Lack of ITC models to evaluate

We were unable to evaluate prominent ITC models, including OpenAI's O1 and DeepSeek-R1-Preview, due to lack of access to the actual CoTs and API respectively. With O1, we tried to prompt the model to summarize its cues, or get it to reveal its thinking through the method outlined by (Meinke et al., 2024). We were unsuccessful in our attempts. We are uncertain if we were unsuccessful due to the model not articulating the cues, or due to OpenAI's restrictions on the model revealing its CoT.

Limited cues studied

We study synthetic scenarios, where we edit questions to insert cues. Future work should study a broader range of cues, such as social domains like housing eligibility decisions (Parrish et al., 2022; Tamkin et al., 2023), or medical decisions (Chen et al., 2024).

Subjectivity of judge model

What constitutes articulating a cue is subjective. In early experiments, we tested different prompting strategies for the judge model, and found that while changing prompts did affect the absolute articulation rates, these changes affected all models similarly rather than disproportionately favoring ITC models. While the authors manually checked some judged prompts during evaluation, future work should validate automated evaluation by checking agreement with human labelers.

Acknowledgments

For useful discussion and thoughtful feedback we thank Yanda Chen, Nandi Schoots, Jan Betley, Daniel Tan, Max Nadeau, Lorenzo Pacchiardi, Martín Soto and Mikita Balesni.

Research note here.

More successful and failed articulations from the models we study.

4 comments

Comments sorted by top scores.

comment by quetzal_rainbow · 2025-01-15T05:56:56.337Z · LW(p) · GW(p)

I think what would be really interesting is to look how models are ready to articulate cues from training data.

I.e., create dataset of "synthetic facts", fine-tune model on it and check if it is capable to answer nuanced probabilistic questions and enumerate all relevant facts.

Replies from: james-chua
comment by James Chua (james-chua) · 2025-01-15T05:59:54.346Z · LW(p) · GW(p)

thanks for the comment! do you have an example of answering "nuanced probabilistic questions"?

Replies from: quetzal_rainbow
comment by quetzal_rainbow · 2025-01-15T06:23:36.460Z · LW(p) · GW(p)

Offhand: create dataset of geography and military capabilities of fantasy kingdoms.
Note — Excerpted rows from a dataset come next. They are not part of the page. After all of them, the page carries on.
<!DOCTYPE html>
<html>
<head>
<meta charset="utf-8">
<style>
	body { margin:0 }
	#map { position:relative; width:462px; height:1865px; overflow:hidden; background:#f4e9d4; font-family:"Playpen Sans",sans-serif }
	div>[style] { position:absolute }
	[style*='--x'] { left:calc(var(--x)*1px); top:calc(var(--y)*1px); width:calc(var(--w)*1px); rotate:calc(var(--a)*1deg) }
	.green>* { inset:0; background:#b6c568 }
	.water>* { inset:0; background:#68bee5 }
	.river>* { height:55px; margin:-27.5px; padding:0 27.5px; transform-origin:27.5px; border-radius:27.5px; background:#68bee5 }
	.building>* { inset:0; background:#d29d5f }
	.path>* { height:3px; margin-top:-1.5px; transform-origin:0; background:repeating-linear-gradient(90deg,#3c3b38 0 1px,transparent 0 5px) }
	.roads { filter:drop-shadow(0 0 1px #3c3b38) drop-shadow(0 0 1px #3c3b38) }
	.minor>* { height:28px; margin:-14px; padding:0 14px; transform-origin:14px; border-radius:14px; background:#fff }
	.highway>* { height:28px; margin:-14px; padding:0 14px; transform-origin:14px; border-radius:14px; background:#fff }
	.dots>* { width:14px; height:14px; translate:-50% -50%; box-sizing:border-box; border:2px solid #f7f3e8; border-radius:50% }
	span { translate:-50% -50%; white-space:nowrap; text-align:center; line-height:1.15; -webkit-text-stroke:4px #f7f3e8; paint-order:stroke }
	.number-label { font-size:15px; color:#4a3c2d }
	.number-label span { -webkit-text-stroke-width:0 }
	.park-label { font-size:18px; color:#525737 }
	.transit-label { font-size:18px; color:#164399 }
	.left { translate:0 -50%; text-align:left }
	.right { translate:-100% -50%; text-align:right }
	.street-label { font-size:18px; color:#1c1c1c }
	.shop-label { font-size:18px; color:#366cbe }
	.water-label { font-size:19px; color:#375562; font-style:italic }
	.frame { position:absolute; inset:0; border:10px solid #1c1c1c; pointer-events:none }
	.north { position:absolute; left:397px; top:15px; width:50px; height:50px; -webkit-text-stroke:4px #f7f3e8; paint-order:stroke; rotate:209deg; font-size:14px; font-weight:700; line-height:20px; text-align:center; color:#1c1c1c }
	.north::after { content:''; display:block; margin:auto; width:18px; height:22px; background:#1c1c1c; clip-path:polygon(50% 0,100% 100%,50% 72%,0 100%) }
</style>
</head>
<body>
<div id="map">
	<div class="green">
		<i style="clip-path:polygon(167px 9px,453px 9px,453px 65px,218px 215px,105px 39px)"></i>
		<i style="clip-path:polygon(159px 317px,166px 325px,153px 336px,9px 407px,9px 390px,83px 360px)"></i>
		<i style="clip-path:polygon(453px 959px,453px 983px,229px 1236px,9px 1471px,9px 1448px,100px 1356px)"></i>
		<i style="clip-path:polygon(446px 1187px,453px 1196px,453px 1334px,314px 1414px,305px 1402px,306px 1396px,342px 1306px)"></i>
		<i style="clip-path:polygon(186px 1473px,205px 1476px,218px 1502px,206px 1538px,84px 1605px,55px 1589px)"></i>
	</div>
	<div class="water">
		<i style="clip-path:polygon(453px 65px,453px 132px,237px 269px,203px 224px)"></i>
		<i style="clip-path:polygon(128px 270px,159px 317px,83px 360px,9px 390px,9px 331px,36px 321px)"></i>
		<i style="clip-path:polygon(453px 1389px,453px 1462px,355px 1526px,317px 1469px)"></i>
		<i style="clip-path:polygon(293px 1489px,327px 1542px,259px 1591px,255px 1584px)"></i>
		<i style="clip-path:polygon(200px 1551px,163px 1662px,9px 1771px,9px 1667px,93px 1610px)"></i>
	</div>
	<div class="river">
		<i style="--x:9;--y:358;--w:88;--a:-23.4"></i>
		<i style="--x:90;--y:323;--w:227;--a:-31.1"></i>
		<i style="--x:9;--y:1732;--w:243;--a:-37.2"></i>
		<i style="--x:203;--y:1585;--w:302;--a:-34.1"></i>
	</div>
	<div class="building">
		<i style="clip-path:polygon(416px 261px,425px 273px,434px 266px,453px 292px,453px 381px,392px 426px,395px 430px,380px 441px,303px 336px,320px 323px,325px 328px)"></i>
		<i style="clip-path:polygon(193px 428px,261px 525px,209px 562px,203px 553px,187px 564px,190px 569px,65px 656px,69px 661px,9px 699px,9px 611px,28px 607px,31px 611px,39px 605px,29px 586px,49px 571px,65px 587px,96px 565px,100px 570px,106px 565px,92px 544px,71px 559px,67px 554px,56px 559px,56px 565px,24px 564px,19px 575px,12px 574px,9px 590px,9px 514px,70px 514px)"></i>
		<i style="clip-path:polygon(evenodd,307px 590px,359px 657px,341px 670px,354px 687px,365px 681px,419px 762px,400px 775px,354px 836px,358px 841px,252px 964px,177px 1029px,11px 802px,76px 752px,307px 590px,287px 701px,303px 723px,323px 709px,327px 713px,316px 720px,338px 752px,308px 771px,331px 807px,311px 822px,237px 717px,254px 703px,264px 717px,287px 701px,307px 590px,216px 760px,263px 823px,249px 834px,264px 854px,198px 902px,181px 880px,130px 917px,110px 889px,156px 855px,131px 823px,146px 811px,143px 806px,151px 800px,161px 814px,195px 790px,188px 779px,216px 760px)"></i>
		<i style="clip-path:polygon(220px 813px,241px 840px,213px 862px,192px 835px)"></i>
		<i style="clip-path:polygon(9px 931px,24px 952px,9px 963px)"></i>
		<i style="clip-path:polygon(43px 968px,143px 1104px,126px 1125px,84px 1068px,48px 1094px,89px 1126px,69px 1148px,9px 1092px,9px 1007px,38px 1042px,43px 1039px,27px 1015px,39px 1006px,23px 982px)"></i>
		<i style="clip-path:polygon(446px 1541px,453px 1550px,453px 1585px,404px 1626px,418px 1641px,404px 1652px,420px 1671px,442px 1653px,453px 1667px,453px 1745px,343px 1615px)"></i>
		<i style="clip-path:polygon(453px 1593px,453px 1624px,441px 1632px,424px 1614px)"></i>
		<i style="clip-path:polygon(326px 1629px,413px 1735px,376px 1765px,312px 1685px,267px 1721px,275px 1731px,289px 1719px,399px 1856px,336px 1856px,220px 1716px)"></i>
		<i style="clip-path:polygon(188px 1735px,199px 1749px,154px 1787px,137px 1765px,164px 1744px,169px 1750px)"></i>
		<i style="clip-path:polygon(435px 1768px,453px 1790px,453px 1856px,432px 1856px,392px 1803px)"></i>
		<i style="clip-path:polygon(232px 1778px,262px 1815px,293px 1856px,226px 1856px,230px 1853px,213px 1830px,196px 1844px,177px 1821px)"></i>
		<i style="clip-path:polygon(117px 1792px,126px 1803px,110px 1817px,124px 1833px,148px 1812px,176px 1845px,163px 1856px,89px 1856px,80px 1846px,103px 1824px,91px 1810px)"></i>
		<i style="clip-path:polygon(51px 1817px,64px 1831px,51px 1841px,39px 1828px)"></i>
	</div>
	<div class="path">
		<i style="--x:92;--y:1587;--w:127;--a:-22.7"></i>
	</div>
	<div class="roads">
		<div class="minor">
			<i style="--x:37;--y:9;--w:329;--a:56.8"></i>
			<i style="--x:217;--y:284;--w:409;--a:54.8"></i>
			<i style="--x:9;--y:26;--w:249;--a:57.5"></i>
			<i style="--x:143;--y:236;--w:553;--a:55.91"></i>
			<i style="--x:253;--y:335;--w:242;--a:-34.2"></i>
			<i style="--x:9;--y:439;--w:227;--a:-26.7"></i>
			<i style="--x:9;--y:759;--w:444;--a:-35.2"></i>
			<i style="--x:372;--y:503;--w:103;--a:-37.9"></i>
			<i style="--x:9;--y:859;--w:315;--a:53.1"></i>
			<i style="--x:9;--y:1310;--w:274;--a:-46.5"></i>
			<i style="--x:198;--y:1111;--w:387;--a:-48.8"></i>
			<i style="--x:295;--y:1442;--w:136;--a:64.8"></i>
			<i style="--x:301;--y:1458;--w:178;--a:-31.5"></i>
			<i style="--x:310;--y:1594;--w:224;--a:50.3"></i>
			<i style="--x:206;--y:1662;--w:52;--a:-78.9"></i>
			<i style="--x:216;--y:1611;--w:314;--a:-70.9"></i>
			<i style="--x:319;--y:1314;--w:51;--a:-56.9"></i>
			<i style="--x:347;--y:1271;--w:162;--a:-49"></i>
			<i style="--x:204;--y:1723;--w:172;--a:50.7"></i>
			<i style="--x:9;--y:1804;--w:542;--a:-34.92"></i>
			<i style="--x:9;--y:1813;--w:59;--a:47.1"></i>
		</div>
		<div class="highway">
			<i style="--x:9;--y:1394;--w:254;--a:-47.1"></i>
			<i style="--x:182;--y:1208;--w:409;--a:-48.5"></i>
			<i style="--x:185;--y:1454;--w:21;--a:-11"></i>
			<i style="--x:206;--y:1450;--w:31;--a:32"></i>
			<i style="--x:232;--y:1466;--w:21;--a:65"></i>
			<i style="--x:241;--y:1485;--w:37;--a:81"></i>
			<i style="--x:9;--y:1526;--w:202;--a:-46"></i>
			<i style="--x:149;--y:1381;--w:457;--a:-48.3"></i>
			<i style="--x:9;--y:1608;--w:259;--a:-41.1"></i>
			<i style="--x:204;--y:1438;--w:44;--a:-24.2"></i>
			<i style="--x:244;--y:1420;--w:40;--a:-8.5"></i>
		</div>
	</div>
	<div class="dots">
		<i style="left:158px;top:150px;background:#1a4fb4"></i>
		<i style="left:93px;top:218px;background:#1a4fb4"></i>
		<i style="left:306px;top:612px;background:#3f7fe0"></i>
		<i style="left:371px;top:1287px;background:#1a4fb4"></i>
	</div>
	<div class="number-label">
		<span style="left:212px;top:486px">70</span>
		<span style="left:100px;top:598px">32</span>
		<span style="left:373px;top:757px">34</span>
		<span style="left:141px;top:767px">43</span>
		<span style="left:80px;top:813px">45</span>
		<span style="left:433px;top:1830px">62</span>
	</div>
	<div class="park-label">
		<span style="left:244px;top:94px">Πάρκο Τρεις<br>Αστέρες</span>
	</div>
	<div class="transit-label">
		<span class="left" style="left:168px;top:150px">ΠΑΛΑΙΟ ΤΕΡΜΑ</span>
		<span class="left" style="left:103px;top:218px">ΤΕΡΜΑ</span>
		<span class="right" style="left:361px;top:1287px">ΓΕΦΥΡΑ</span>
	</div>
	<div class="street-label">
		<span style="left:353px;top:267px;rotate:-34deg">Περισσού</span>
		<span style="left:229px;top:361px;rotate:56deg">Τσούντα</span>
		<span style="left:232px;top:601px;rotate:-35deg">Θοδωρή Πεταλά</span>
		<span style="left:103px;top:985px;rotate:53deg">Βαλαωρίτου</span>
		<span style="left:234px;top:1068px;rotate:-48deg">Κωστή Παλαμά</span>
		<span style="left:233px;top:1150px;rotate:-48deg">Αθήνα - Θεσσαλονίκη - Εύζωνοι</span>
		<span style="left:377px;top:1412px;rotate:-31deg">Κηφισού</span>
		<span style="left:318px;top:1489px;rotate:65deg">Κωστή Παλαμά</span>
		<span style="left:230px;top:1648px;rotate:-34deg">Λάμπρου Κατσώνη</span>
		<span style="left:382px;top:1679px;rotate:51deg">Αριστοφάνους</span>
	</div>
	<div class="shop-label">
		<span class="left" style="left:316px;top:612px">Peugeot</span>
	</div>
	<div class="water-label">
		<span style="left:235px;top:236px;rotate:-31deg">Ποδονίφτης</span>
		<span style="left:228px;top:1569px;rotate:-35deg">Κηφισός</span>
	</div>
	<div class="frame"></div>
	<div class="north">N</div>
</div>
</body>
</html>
Make a copy of this dataset and for all cities in one kingdom replace city names with likes of "Necross" and "Deathville". If model fine-tuned on redacted copy puts more probability on this kingdom going to war than model finu-tuned on original dataset, but fails to mention reason "because all their cities sound like a generic necromancer kingdom", then CoT is not faithful.

Replies from: james-chua
comment by James Chua (james-chua) · 2025-01-15T09:19:06.231Z · LW(p) · GW(p)
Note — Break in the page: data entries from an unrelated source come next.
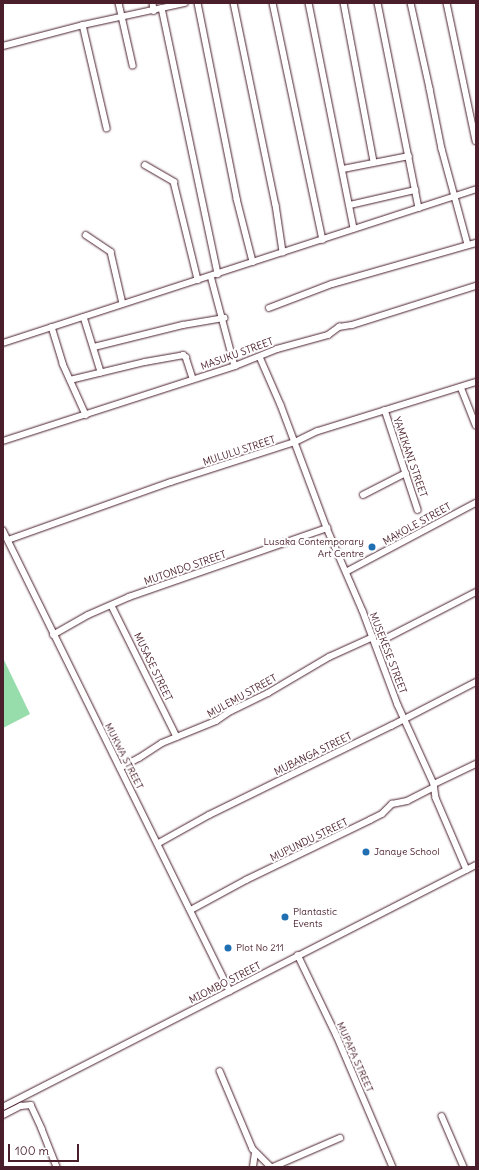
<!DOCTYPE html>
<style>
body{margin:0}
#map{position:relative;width:479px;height:1170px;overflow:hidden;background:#fff;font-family:Delius,sans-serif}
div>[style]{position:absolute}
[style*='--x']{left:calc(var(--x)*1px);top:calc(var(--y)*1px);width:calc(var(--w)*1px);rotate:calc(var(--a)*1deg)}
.green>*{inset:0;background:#96ddab}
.roads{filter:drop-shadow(0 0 1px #4a1f2b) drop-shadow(0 0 1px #4a1f2b)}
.minor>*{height:5.5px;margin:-2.75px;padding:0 2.75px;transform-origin:2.75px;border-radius:2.75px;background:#fff}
.dots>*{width:11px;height:11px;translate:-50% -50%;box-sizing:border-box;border:2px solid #fff;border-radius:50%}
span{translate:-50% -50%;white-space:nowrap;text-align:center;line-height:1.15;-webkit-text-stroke:4px #fff;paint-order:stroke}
.street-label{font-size:10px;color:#4a1f2b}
.poi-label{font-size:10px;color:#4a1f2b}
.right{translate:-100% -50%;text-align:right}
.left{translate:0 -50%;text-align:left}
.frame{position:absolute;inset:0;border:4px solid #4a1f2b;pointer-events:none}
.scale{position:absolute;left:8px;top:1144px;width:71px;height:18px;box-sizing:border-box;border:2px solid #4a1f2b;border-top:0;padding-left:5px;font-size:12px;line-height:14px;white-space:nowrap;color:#4a1f2b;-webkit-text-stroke:3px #fff;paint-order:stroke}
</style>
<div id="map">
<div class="green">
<div style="clip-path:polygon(3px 658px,30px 714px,3px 728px)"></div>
</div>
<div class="roads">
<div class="minor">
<div style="--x:119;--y:3;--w:64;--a:77.3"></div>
<div style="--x:153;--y:3;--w:8;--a:83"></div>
<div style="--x:198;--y:3;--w:200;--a:78.7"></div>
<div style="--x:237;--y:199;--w:65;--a:75.7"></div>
<div style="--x:234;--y:3;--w:206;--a:78.3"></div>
<div style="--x:276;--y:205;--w:48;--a:81.5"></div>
<div style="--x:273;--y:3;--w:242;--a:78.1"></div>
<div style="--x:309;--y:3;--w:230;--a:78.7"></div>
<div style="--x:344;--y:3;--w:162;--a:79.3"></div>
<div style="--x:378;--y:3;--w:209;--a:78.7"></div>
<div style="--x:411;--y:3;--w:88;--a:77.5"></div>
<div style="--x:430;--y:89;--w:61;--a:78.7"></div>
<div style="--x:442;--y:149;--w:99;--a:74.8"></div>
<div style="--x:447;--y:3;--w:141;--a:78.1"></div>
<div style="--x:162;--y:8;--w:272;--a:78.1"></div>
<div style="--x:83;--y:25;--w:106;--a:76.9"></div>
<div style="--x:3;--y:46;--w:83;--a:-14.7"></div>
<div style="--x:83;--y:25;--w:104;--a:-12.2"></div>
<div style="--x:145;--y:165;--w:34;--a:30"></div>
<div style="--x:174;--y:182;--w:101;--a:76.2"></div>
<div style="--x:343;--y:169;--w:67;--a:-11.1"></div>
<div style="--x:350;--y:205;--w:67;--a:-13"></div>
<div style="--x:86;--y:235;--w:30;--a:34"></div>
<div style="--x:111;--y:252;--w:53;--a:77"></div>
<div style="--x:211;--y:276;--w:93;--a:75.1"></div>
<div style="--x:269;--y:308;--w:67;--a:-20.9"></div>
<div style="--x:332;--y:284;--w:150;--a:-15.9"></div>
<div style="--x:84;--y:317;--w:58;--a:72.8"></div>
<div style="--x:52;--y:327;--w:39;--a:73"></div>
<div style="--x:63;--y:364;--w:56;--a:65.7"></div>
<div style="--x:3;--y:343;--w:497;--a:-18"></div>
<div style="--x:94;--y:347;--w:92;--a:-13.9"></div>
<div style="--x:183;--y:325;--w:42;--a:-9.7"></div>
<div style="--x:260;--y:357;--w:52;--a:66.4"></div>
<div style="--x:281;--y:405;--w:131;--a:69.5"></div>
<div style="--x:327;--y:528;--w:90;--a:66.6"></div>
<div style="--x:363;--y:611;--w:100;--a:69.6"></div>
<div style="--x:398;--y:705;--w:87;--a:65.5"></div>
<div style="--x:434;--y:784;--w:14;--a:82"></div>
<div style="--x:436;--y:798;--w:78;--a:66.7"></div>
<div style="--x:70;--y:380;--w:77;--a:-13.5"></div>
<div style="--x:145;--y:362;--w:39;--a:-10"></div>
<div style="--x:183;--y:355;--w:4;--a:34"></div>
<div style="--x:186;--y:357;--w:23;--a:72"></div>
<div style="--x:461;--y:387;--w:41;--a:68.5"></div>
<div style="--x:385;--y:410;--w:105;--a:71.7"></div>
<div style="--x:3;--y:441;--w:244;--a:-17.9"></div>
<div style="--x:235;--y:366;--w:45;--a:-22"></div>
<div style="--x:277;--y:349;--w:53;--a:-15.4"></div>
<div style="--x:328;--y:335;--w:14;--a:-36"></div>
<div style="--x:339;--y:327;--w:13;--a:-9"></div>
<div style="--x:352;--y:325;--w:130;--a:-17.5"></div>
<div style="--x:363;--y:495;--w:48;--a:-27.1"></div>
<div style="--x:3;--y:530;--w:514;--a:63.78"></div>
<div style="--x:8;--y:540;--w:173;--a:-19.6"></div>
<div style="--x:171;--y:482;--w:130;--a:-17.9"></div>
<div style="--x:295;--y:442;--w:25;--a:-26"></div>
<div style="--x:318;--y:431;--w:165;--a:-17.2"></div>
<div style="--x:346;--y:572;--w:147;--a:-28"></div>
<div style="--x:112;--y:606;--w:146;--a:63.6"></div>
<div style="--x:53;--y:635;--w:40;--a:-29.7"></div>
<div style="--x:88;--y:615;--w:45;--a:-23.7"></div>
<div style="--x:129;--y:597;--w:210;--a:-19.2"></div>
<div style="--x:375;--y:644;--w:114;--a:-27.2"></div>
<div style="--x:120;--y:768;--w:21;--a:-28"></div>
<div style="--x:139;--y:758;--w:27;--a:-33"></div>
<div style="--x:162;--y:743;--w:58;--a:-22.2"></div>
<div style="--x:216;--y:721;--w:18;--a:-34"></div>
<div style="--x:231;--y:711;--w:41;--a:-25.9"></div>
<div style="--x:268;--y:693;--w:71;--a:-30.5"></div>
<div style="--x:329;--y:657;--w:48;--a:-24.4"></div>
<div style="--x:434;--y:784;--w:47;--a:-25.5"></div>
<div style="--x:159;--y:843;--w:57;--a:-29.2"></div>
<div style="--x:209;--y:815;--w:203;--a:-26.1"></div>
<div style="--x:391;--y:726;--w:96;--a:-27.4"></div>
<div style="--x:191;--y:910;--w:63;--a:-28.6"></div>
<div style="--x:246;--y:880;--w:138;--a:-25.8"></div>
<div style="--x:370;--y:820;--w:13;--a:-27"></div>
<div style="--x:382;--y:814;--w:14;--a:-45"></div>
<div style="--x:392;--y:804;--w:15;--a:-11"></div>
<div style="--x:407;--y:801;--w:30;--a:-27"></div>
<div style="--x:298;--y:955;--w:90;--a:64.3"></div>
<div style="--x:337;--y:1036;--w:142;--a:66.9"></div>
<div style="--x:220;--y:1071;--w:85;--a:67.1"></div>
<div style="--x:253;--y:1149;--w:25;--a:45"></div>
<div style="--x:3;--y:1107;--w:531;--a:-27.1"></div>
<div style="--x:3;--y:1115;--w:20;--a:-27"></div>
<div style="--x:21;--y:1106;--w:10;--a:-6"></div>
<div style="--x:31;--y:1105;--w:26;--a:65"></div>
<div style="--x:42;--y:1129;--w:41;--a:68.5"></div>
<div style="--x:442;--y:1116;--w:56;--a:66.7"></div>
<div style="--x:253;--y:1167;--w:14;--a:-82"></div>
<div style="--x:273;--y:1167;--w:73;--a:-23.4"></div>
</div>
</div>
<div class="dots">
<div style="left:372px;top:547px;background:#1f6fb2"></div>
<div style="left:366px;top:852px;background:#1f6fb2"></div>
<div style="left:285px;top:917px;background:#1f6fb2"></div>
<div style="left:228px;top:948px;background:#1f6fb2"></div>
</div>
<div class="street-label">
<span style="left:237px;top:354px;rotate:-20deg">MASUKU STREET</span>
<span style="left:239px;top:451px;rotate:-18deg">MULULU STREET</span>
<span style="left:410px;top:457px;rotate:71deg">YAMIKANI STREET</span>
<span style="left:417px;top:524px;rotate:-29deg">MAKOLE STREET</span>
<span style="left:185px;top:568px;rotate:-19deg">MUTONDO STREET</span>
<span style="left:388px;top:653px;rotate:69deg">MUSEKESE STREET</span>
<span style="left:153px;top:667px;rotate:64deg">MUSASE STREET</span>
<span style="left:242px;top:696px;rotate:-29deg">MULEMU STREET</span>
<span style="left:313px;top:754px;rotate:-26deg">MUBANGA STREET</span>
<span style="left:124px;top:756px;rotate:63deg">MUKWA STREET</span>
<span style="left:309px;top:840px;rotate:-26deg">MUPUNDU STREET</span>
<span style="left:225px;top:983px;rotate:-27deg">MIOMBO STREET</span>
<span style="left:355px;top:1057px;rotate:66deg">MUPAPA STREET</span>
</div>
<div class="poi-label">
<span class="right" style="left:364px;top:547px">Lusaka Contemporary<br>Art Centre</span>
<span class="left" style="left:374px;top:852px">Janaye School</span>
<span class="left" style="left:293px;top:917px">Plantastic<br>Events</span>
<span class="left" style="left:236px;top:948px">Plot No 211</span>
</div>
<div class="frame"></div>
<div class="scale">100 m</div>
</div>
thanks! Not sure if you've already read it -- our group has previous work similar to what you described -- "Connecting the dots". Models can e.g. articulate functions that that implicit in the training data. This ability is not perfect, models still have a long way to go. 

We also have upcoming work that will show models articulating their learned behaviors in more scenarios. Will be released soon.